Emanoel Campos Filho



TIA MARIA DO SUL DE MINAS E TIO QUINCAS NAS AULAS DE HISTÓRIA NUM COLÉGIO PÚBLICO DE INHOAÍBA, CAMPO GRANDE, ZONA OESTE DA CIDADE DO RIO DE JANEIRO: REFLEXÃO METODOLÓGICA E PRÁTICA DIALÓGICA DE ENSINO NA APLICAÇÃO DA LEI 10639/2003


Introdução
A partir da experiência pedagógica num colégio público da Zona Oeste carioca estabeleceremos relação entre a prática educadora preconizada pela Lei 10639/2003 e o reconhecimento da medicina tradicional e da religiosidade de matrizes africanas no processo histórico brasileiro.

O reconhecimento do legado civilizatório africano (BRANDÃO (Org.) et al., 2006) é questão estruturante da nossa identidade enquanto nação. Nosso território brasileiro, nossas formações sociais e nossa identidade cultural estão umbilicalmente relacionados com a presença dos africanos que desde o século XVI aqui estão presentes.

Não obstante o inquestionável contributo realizado por africanos na viabilização do modo de produção colonial e posteriormente imperialista de produção, somente recentemente os estudos da História da África e dos afrodescendentes fazem parte do nosso currículo educacional, nos seus diferentes níveis. Além de termos sido o último país nas Américas a abolir o trabalho escravo somos também retardatários quanto ao reconhecimento do legado africano na construção de nossa nação nos currículos do sistema de ensino.

A Lei 10639/2003, de 9 de janeiro de 2003 altera a Lei de Diretrizes e Bases da Educação Nacional, Lei no. 9394, de 20 de dezembro de 1996, que estabelece as diretrizes e bases da educação nacional, tornando obrigatória no currículo oficial da Rede de Ensino a temática “História e Cultura Afro-Brasileira”.(BRASIL,20013)

Tempo e espaço
A partir da experiência em sala de aula nos momentos introdutórios da primeira série do ensino médio da disciplina história no Colégio Estadual Missionário Mário Way (CEMMW) desenvolveremos a nossa reflexão.

O universo de estudantes é proveniente de distintos territórios da Zona Oeste da cidade do Rio de Janeiro, agregando Inhoaíba, Cosmos, Paciência, Santa Cruz, Campo Grande, Santíssimo, Senador Camará, Bangu dentre outros.

O CEMMW se situa na Av. Cesário de Melo, 6851, bairro de Inhoaíba, região de Campo Grande. A citada avenida tem sua origem na antiga Estrada dos Jesuítas, posteriormente denominada Estrada de Santa Cruz. Um dos principais caminhos dos tropeiros do Rio de Janeiro a São Paulo,partindo do Largo da Cancela em São Cristóvão até a Fazenda de Santa Cruz. Local que remonta ocupação colonial desde os seiscentos, que vivenciou diferentes ciclos econômicos e protagonizou múltiplas atividades econômicas como a criação de gado, o cultivo da cana de açúcar, do café e da laranja dentre outras.(MANSUR,2008)

O bairro de Inhoaíba, junto com Campo Grande, Cosmos e Senador Vasconcelos compõe a região administrativa de Campo Grande, periferia da cidade do Rio de Janeiro, possui o 12º menor Índice de Desenvolvimento Humano (IDH 0,747, ano 2000), sendo o 115º colocado entre 126 regiões analisadas no município do Rio de Janeiro.

A partir dos anos 1960 esta região foi palco de numerosos assentamentos habitacionais que modificaram profundamente os modus vivendi da área. Como toda periferia citadina carioca, a Zona Oeste vivenciou o não reconhecimento de suas centralidades urbanas e foi vítima da usual ausência estatal.
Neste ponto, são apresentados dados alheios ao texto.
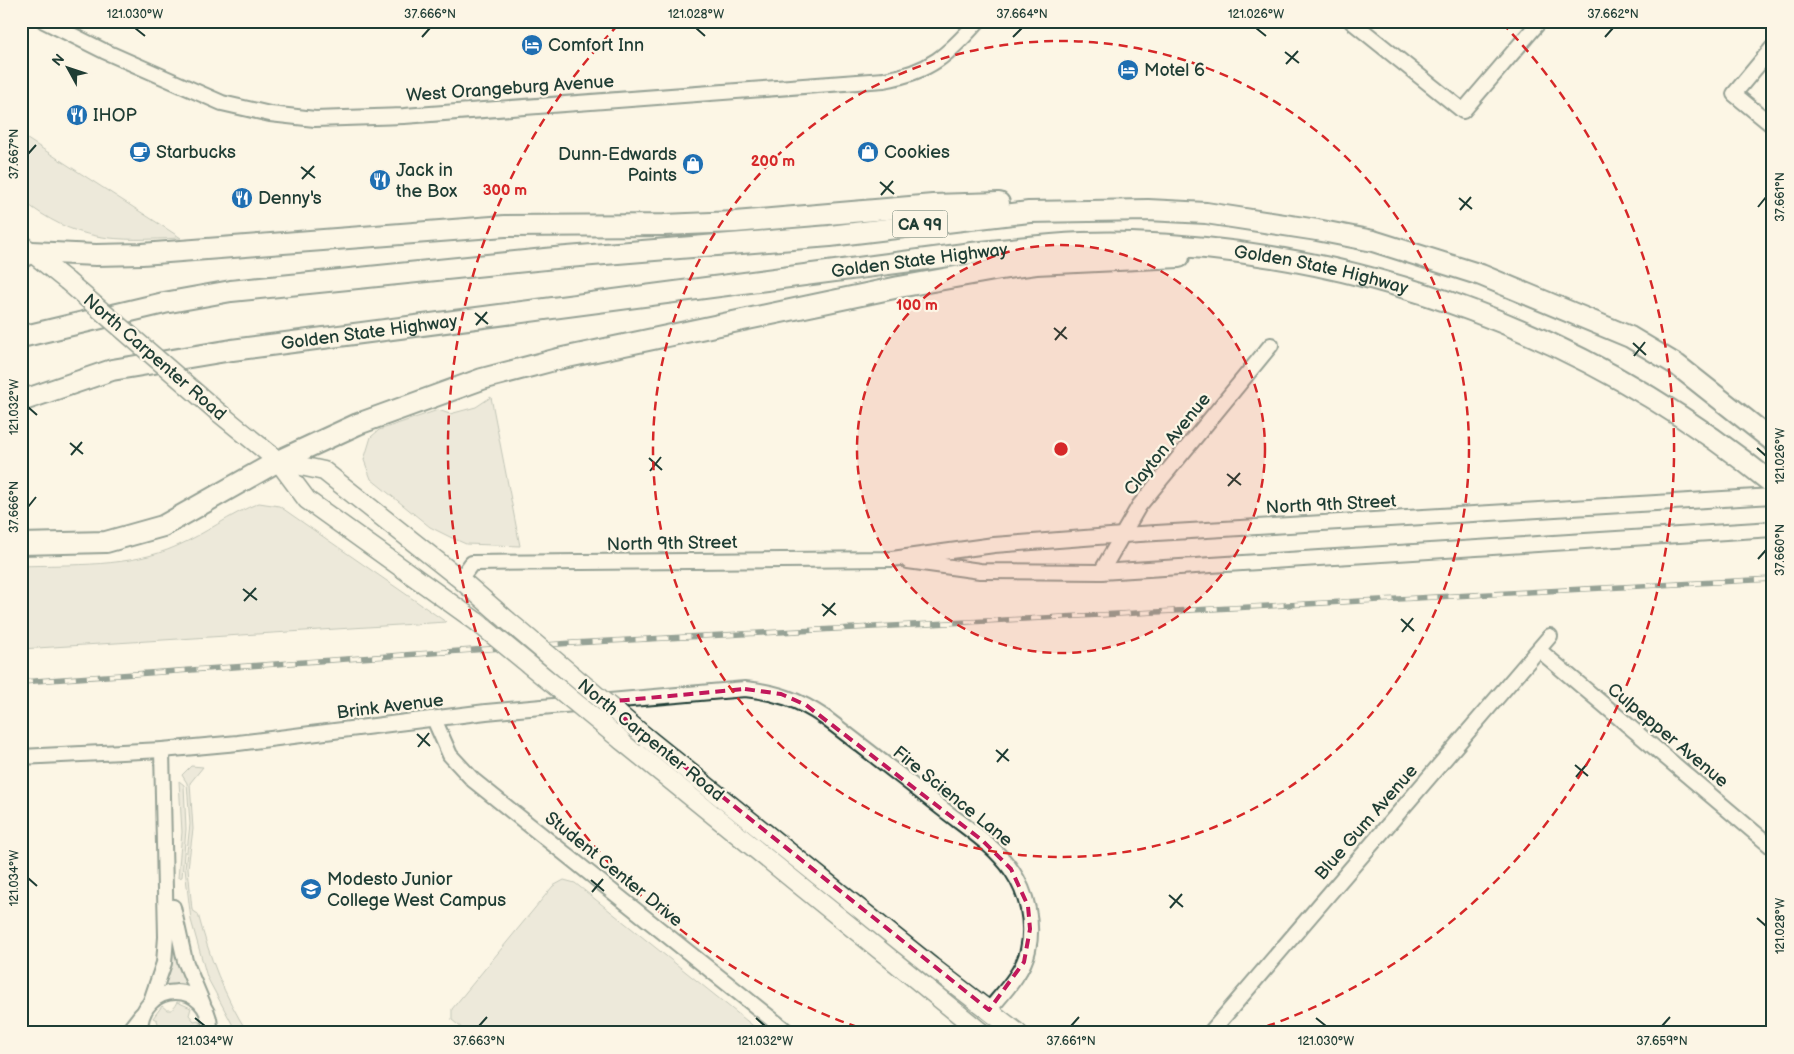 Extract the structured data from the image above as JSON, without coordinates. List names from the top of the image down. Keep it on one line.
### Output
{"streets":{"highway":["CA 99","Golden State Highway"],"main road":["North Carpenter Road"],"street":["West Orangeburg Avenue","Clayton Avenue","North 9th Street","Brink Avenue","Culpepper Avenue","Fire Science Lane","Blue Gum Avenue","Student Center Drive"]},"crossings":[["North Carpenter Road","North 9th Street"],["North Carpenter Road","Fire Science Lane"],["Clayton Avenue","North 9th Street"],["Brink Avenue","Fire Science Lane"],["Brink Avenue","Student Center Drive"],["Culpepper Avenue","Blue Gum Avenue"]],"places":{"hotel":["Comfort Inn","Motel 6"],"restaurant":["IHOP","Jack in the Box","Denny's"],"cafe":["Starbucks"],"shop":["Cookies","Dunn-Edwards Paints"],"school or university":["Modesto Junior College West Campus"]},"north":"top left","coordinates":["121.030°W","37.666°N","121.028°W","37.664°N","121.026°W","37.662°N","37.667°N","37.661°N","121.032°W","37.660°N","121.034°W","37.663°N","37.659°N"],"rings":["200 m","300 m","100 m"]} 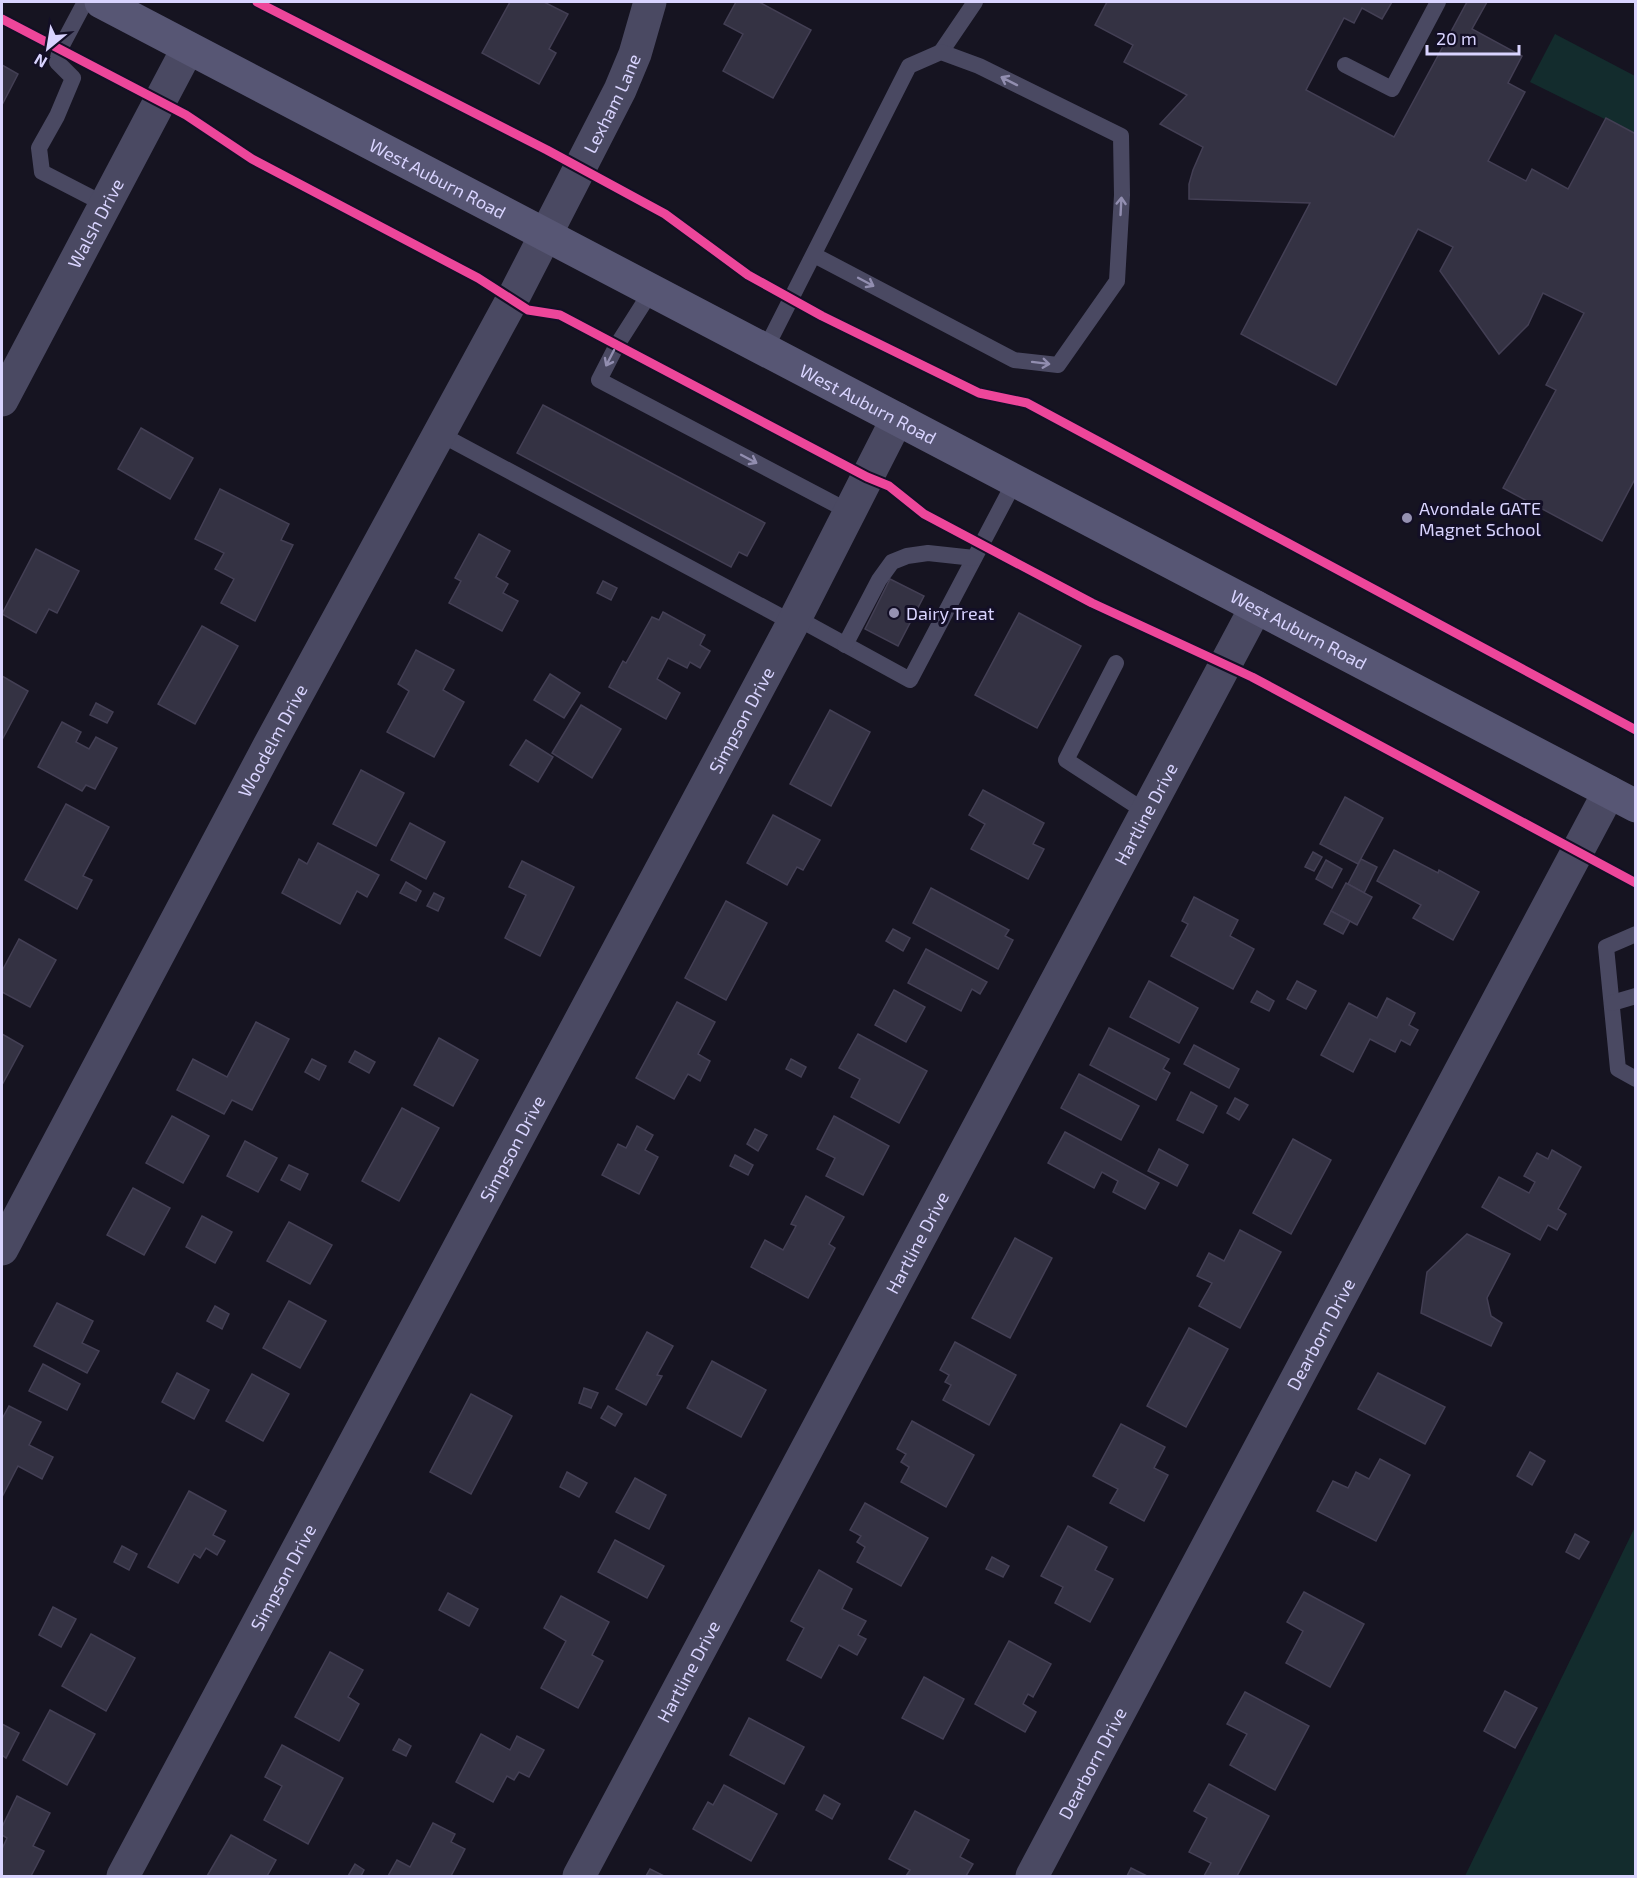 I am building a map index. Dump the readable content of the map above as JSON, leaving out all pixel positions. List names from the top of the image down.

Na fronteira da ordem republicana se ergue vigorosamente o que se entende por poder paralelo através da atuação de diferentes organizações criminosas.
A região de Campo Grande, densamente ocupada, onde impera a ausência da prestação de serviços por parte do estado e a crescente desigualdade social. Neste universo onde vigora a violência praticada pelo poder paralelo podemos observar a crescente ocorrência da intolerância religiosa, mormente praticada por evangélicos neopentecostais contra praticantes das religiões de matriz africana como umbandistas e candomblecistas.(SANTOS, 2016)

O CEMMW é um equipamento educacional com poucos anos de existência, inaugurado em 5 de fevereiro de 2014.Vale dizer que a experiência pedagógica a ser refletida se efetua desde os primórdios de sua existência. É claro que o fazer pedagógico é eterna busca de construção cognitiva, há de ser desenvolvida dialeticamente, sendo assim, mesmo afirmando a mesma proposta metodológica, se reinventa ano a ano.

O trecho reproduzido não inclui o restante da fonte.